Twisting Cat
By Léonard Tsuguharu Foujita, 1930
Caught in a moment of pure feline abandon, this tabby rolls onto its back with paws reaching up toward the sky and body twisted into that impossible shape only cats can pull off. The piece is called "Twisting Cat," painted in 1930 by Léonard Tsuguharu Foujita, a Japanese-French artist who made a name for himself in Paris during the 1920s. Foujita adored cats and drew them endlessly, even releasing an entire book of cat sketches the same year. Anyone who has shared a home with one of these creatures will know this pose right away, that funny blend of awkward and elegant as it flops over to bare its belly.
Foujita's real gift was mixing two worlds.

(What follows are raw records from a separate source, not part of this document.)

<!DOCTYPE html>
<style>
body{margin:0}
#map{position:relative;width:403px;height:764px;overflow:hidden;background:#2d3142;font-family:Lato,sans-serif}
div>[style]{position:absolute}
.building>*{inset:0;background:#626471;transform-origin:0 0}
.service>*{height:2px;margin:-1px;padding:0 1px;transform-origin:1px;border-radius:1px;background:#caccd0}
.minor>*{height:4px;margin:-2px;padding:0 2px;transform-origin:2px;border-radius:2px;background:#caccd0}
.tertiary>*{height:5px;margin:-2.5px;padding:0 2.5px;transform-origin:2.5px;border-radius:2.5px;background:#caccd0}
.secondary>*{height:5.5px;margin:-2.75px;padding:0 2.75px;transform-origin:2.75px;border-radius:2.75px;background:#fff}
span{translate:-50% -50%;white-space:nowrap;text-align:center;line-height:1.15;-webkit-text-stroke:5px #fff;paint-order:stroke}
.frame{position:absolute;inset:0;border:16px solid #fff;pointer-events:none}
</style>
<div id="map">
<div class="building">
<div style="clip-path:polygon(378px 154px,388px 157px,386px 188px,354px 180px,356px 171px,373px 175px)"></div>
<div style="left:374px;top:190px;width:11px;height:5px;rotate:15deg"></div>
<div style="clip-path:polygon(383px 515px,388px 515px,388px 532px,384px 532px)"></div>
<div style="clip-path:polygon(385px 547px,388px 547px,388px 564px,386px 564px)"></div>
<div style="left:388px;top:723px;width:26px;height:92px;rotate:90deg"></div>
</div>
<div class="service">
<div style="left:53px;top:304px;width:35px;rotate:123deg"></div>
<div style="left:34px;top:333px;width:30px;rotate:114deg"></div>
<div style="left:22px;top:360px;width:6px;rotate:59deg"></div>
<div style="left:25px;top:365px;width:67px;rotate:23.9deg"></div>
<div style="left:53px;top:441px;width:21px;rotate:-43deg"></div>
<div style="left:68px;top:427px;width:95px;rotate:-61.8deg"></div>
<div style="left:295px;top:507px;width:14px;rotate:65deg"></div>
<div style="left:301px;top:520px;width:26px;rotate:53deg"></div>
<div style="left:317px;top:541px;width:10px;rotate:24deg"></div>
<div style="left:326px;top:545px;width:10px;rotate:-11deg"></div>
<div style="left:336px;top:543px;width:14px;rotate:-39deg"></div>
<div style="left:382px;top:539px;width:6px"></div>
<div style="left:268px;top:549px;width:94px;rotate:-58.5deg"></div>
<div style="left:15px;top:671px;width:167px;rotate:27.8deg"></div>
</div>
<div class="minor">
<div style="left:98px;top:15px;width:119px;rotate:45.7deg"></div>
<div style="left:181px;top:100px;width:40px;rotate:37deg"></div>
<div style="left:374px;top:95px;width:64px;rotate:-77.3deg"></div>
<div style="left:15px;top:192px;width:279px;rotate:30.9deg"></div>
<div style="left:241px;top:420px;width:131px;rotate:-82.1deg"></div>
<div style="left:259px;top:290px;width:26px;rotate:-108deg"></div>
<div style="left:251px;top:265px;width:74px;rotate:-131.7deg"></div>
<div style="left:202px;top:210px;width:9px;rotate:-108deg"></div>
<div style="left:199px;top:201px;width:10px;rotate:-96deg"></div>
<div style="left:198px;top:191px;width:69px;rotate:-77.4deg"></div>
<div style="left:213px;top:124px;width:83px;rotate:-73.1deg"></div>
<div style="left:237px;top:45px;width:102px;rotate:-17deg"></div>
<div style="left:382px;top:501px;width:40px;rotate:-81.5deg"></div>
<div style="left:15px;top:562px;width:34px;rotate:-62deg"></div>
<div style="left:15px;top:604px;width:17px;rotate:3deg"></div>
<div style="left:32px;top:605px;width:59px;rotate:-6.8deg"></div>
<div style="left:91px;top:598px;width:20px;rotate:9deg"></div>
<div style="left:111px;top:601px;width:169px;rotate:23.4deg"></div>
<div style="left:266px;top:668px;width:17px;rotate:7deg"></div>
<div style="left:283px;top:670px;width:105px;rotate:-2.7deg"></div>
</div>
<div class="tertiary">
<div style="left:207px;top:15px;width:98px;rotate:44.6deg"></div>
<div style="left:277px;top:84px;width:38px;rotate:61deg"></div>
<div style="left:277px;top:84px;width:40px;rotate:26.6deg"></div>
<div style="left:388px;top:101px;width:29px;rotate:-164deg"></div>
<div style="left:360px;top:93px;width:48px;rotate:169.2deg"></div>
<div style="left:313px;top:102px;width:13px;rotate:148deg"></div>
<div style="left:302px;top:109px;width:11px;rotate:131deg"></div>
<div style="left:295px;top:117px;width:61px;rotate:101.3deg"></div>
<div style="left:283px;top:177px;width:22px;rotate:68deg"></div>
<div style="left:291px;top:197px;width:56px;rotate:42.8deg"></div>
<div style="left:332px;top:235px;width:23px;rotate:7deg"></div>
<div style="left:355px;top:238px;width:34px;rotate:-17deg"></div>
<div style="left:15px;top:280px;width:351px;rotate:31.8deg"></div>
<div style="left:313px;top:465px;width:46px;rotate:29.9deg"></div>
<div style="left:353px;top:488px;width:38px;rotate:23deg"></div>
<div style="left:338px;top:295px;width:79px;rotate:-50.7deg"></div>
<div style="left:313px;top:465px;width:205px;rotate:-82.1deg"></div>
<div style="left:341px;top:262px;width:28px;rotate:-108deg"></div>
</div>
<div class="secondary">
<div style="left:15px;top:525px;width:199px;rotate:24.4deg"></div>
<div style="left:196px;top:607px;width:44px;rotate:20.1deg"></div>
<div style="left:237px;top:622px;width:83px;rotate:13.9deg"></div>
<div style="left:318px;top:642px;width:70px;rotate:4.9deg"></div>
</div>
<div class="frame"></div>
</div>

He took the crisp ink lines and gentle brushwork of Japanese painting and combined them with the muted colors and everyday subjects that Europe favored at the time. That balance shows up in the soft gray washes here, along with the patient strokes that catch each whisker and stripe. He was among the rare Japanese painters to earn genuine fame in the buzzing Paris scene, rubbing shoulders with the likes of Picasso and Modigliani, yet he always kept a thread of his roots in the work.
The charm of this painting lies in its plainness. It does not reach for drama or hidden meaning. A cat is simply being a cat, and that quiet honesty is more than enough.